■ **WHAT YOU ARE ASKED TO DO**: Read through the lines below and copy the ones holding the string "Avenue".

■ **RECORDS TO USE**:

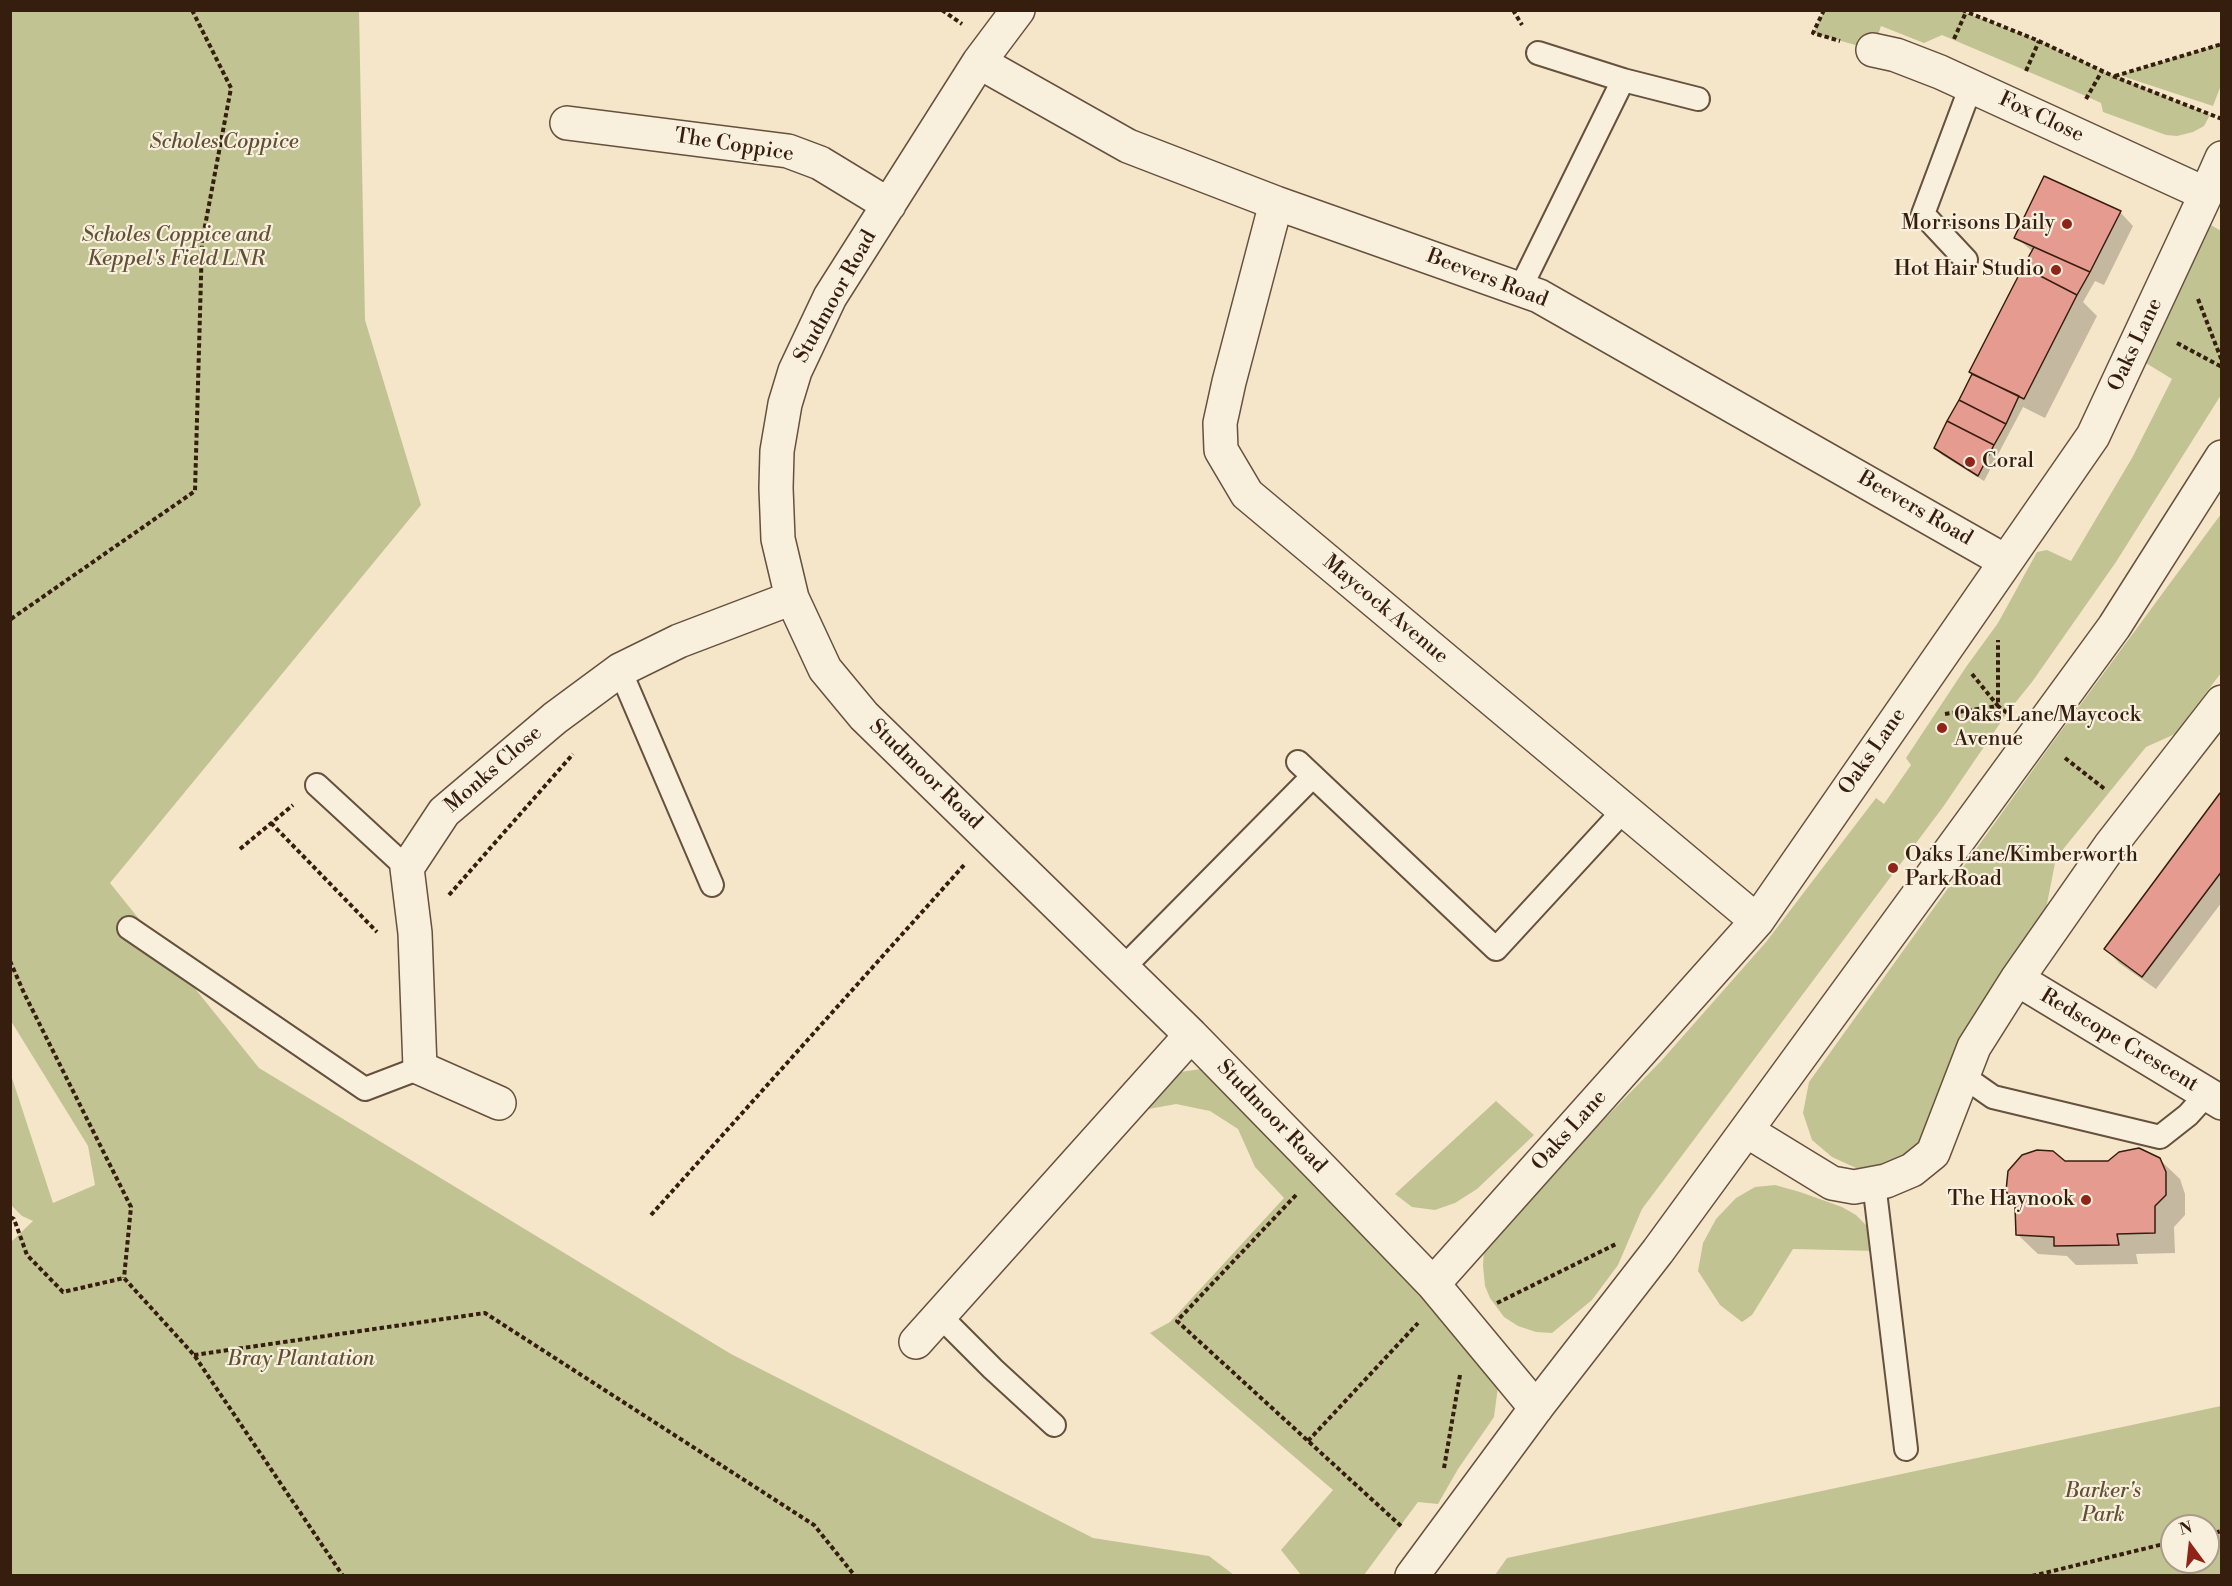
<!DOCTYPE html>
<html>
<head>
<meta charset="utf-8">
<style>
	body { margin:0 }
	#map { position:relative; width:2232px; height:1586px; overflow:hidden; background:#f5e6c9; font-family:"Libre Bodoni",serif }
	canvas { display:block }
	.frame { position:absolute; inset:0; border:12px solid #361e0f; pointer-events:none }
	.north { position:absolute; left:2160px; top:1514px; width:60px; height:60px; box-sizing:border-box; background:#f8efdc; border:2px solid #aa9b8a; border-radius:50%; rotate:345deg; font-size:16px; font-weight:700; line-height:24px; text-align:center; color:#361e0f }
	.north::after { content:''; display:block; margin:auto; width:21px; height:27px; background:#8f2418; clip-path:polygon(50% 0,100% 100%,50% 72%,0 100%) }
</style>
</head>
<body>
<div id="map">
<canvas width="2232" height="1586"></canvas>
<div class="frame"></div>
<div class="north">N</div>
</div>
<script>
const ctx = document.querySelector('canvas').getContext('2d');
ctx.lineJoin = 'round';
function fill(path, color) {
  ctx.fillStyle = color;
  ctx.fill(path, 'evenodd');
}
function shape(rows) {
  const path = new Path2D();
  for (const r of rows) {
    path.moveTo(r[0], r[1]);
    for (let i = 2; i < r.length; i += 2) path.lineTo(r[i], r[i + 1]);
  }
  return path;
}
function strokePath(path, color, width, dash) {
  ctx.strokeStyle = color;
  ctx.lineWidth = width;
  ctx.lineCap = dash ? 'butt' : 'round';
  ctx.setLineDash(dash || []);
  ctx.stroke(path);
}
function write(font, color, halo, rows, align = 'center') {
  ctx.font = font + ' "Libre Bodoni",serif';
  ctx.lineWidth = 4.5;
  ctx.setLineDash([]);
  ctx.textBaseline = 'middle';
  ctx.strokeStyle = halo;
  ctx.fillStyle = color;
  for (const [text, x, y, turn = 0] of rows) {
    ctx.save();
    ctx.translate(x, y);
    ctx.rotate((+turn || 0) * Math.PI / 180);
    ctx.textAlign = isNaN(turn) ? turn : align;
    if (halo) ctx.strokeText(text, 0, 0);
    ctx.fillText(text, 0, 0);
    ctx.restore();
  }
}
fill(shape([
	[11,11,359,11,365,320,421,505,110,883,259,1068,731,1354,1093,1538,1209,1556,1234,1575,11,1575,11,1242,33,1221,22,1216,11,1205,10,1072,53,1203,95,1185,88,1146,11,1021],
	[1824,11,1962,11,2039,41,2102,71,2210,115,2204,126,2193,132,2177,136,2166,135,2103,112,2101,103,2088,97,1942,35,1924,43,1881,26,1873,50,1813,33],
	[2221,44,2221,85,2213,106,2119,75],
	[2211,225,2221,231,2221,395,2116,562,2032,682,2007,713,1943,807,1642,1209,1618,1265,1592,1300,1552,1333,1536,1332,1518,1326,1504,1317,1490,1298,1485,1286,1483,1266,1484,1247,1496,1230,1662,1060,1766,942,1876,798,1884,804,1911,765,1906,758,1966,667,1998,623,2037,552,2047,550,2071,561,2132,458,2172,379,2141,360],
	[2221,514,2221,673,2175,734,2146,747,2056,858,2046,909,1993,984,1965,1032,1932,1126,1913,1154,1885,1168,1856,1168,1832,1157,1812,1140,1803,1113,1809,1082,2050,746],
	[1201,1069,1216,1077,1433,1306,1498,1387,1494,1417,1458,1469,1438,1504,1418,1502,1364,1575,1301,1575,1281,1550,1333,1490,1150,1333,1170,1322,1284,1198,1255,1167,1238,1129,1210,1111,1176,1104,1143,1110,1180,1072],
	[1496,1101,1534,1135,1477,1189,1455,1203,1435,1210,1412,1207,1395,1194],
	[1775,1185,1800,1192,1842,1207,1856,1215,1871,1230,1876,1251,1793,1249,1752,1315,1742,1322,1720,1305,1698,1271,1703,1243,1716,1219,1736,1198,1755,1187],
	[2221,1406,2221,1575,1495,1575,1507,1558],
	[2172,1526,2208,1526,2208,1562,2172,1562]
]), '#c2c392');
fill(shape([
	[2120,212,2133,226,2104,285,2095,281,2083,302,2097,316,2045,418,2023,407,1984,481,1942,455,1935,448,1973,374,1970,372,2033,252,2016,237],
	[2222,796,2222,902,2156,989,2119,963,2106,949],
	[2159,1159,2180,1179,2185,1194,2185,1215,2174,1227,2175,1253,2136,1254,2138,1264,2076,1265,2067,1256,2038,1254,2017,1234,2064,1163]
]), '#0003');
const building = shape([
	[2044,176,2121,211,2090,272,2014,238,2044,176],
	[2034,247,2090,272,2077,295,2023,267,2034,247],
	[2023,267,2077,295,2024,399,1969,372,2023,267],
	[1972,374,2019,396,2006,424,1959,400,1972,374],
	[1959,400,2006,424,1994,445,1947,421,1959,400],
	[1947,421,1994,445,1978,476,1934,448,1947,421],
	[2220,793,2222,794,2222,871,2142,977,2104,949,2220,793],
	[2139,1148,2160,1158,2166,1172,2166,1195,2155,1206,2155,1233,2117,1234,2119,1245,2054,1246,2054,1237,2016,1235,2015,1206,2006,1191,2008,1171,2022,1155,2037,1150,2053,1151,2065,1161,2108,1161,2119,1152,2139,1148]
]);
fill(building, '#e69b90');
strokePath(building, '#361e0f', 1.5);
const service = shape([
	[1623,80,1698,99],
	[1966,260,1923,214,1971,86],
	[1520,289,1623,80,1538,53],
	[620,670,712,885],
	[1298,762,1496,949,1624,810],
	[317,785,407,868],
	[129,928,365,1089,420,1068],
	[1123,968,1313,776],
	[1963,1076,1993,1097,2160,1137,2188,1115,2207,1094],
	[1874,1183,1906,1449],
	[939,1315,993,1369,1054,1425]
]);
const minor = shape([
	[1018,10,979,62,830,297,795,371,785,404,777,451,776,488,778,539,792,598,825,669,864,716,1191,1035,1321,1168,1433,1284,1536,1408],
	[1873,50,1896,55,1940,72,2206,194],
	[979,62,1128,146,1276,203,1539,296,2005,561],
	[567,123,788,151,820,163,889,205],
	[1276,203,1229,382,1220,423,1221,450,1247,494,1757,921],
	[2017,979,2222,1103],
	[499,1103,420,1068,415,933,407,868,444,812,555,718,620,670,679,641,792,598],
	[1747,1131,1832,1183,1854,1187,1886,1181,1912,1170,1933,1153,1974,1047,2017,979,2110,846,2222,702],
	[1433,1284,1757,921,2093,436,2206,194,2222,158],
	[916,1342,1191,1035]
]);
const tertiary = shape([
	[1412,1576,1536,1408,1658,1251,2114,627,2222,457]
]);
strokePath(service, '#66503e', 26);
strokePath(minor, '#66503e', 36);
strokePath(tertiary, '#66503e', 36);
strokePath(shape([
	[942,10,962,24],
	[1513,10,1522,25],
	[1824,10,1813,33,1840,41],
	[1962,10,2039,41,2115,77,2222,119],
	[1954,39,1966,12],
	[2026,71,2039,41],
	[2115,76,2222,44],
	[2086,99,2102,71],
	[2198,299,2222,361],
	[2177,343,2222,367],
	[11,619,195,491,202,242,231,88,192,10],
	[1972,674,1998,706,1998,640],
	[1945,714,1998,706,2007,713],
	[2065,758,2106,790],
	[271,823,377,932],
	[240,849,293,805],
	[449,895,573,754],
	[10,961,24,993,131,1207,124,1278],
	[1296,1195,1177,1321,1402,1527],
	[651,1215,965,864],
	[10,1217,14,1219,27,1255,63,1292,124,1278,194,1355,343,1576],
	[1497,1303,1616,1244],
	[194,1355,485,1313,814,1525,855,1576],
	[1308,1441,1418,1323],
	[1444,1468,1460,1375],
	[2208,1534,2222,1531],
	[2032,1576,2172,1542]
]), '#361e0f', 4, [4.5, 3]);
strokePath(service, '#f8efdc', 22);
strokePath(minor, '#f8efdc', 33);
strokePath(tertiary, '#f8efdc', 33);
for (const [x, y, r, color] of [
	[2067,224,6,"#8f2418"],
	[2056,270,6,"#8f2418"],
	[1970,462,6,"#8f2418"],
	[1942,728,6,"#8f2418"],
	[1893,868,6,"#8f2418"],
	[2086,1200,6,"#8f2418"]
]) {
  const dot = new Path2D();
  dot.arc(x, y, r, 0, 2 * Math.PI);
  ctx.fillStyle = color;
  ctx.fill(dot);
  strokePath(dot, '#f8efdc', 2);
}
write('21px', '#361e0f', '#f8efdc', [
	["Fox Close",2041,118,25],
	["The Coppice",734,146,9],
	["Beevers Road",1487,279,21],
	["Studmoor Road",836,297,-61],
	["Oaks Lane",2136,345,-65],
	["Beevers Road",1915,509,30],
	["Maycock Avenue",1385,610,40],
	["Oaks Lane",1873,752,-55],
	["Monks Close",494,770,-41],
	["Studmoor Road",925,775,44],
	["Redscope Crescent",2119,1041,31],
	["Studmoor Road",1271,1117,46],
	["Oaks Lane",1570,1131,-48]
]);
write('italic 21px', '#605036', '#f8efdc', [
	["Scholes Coppice",224,143],
	["Scholes Coppice and",176,236],
	["Keppel's Field LNR",176,260],
	["Bray Plantation",301,1360],
	["Barker's",2103,1492],
	["Park",2103,1516]
]);
write('21px', '#361e0f', '#f8efdc', [
	["Morrisons Daily",2055,224],
	["Hot Hair Studio",2044,270],
	["Coral",1982,462,"left"],
	["Oaks Lane/Maycock",1954,716,"left"],
	["Avenue",1954,740,"left"],
	["Oaks Lane/Kimberworth",1905,856,"left"],
	["Park Road",1905,880,"left"],
	["The Haynook",2074,1200]
], 'right');
</script>
</body>
</html>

■ **REPLY**:
	["Maycock Avenue",1385,610,40],
	["Avenue",1954,740,"left"],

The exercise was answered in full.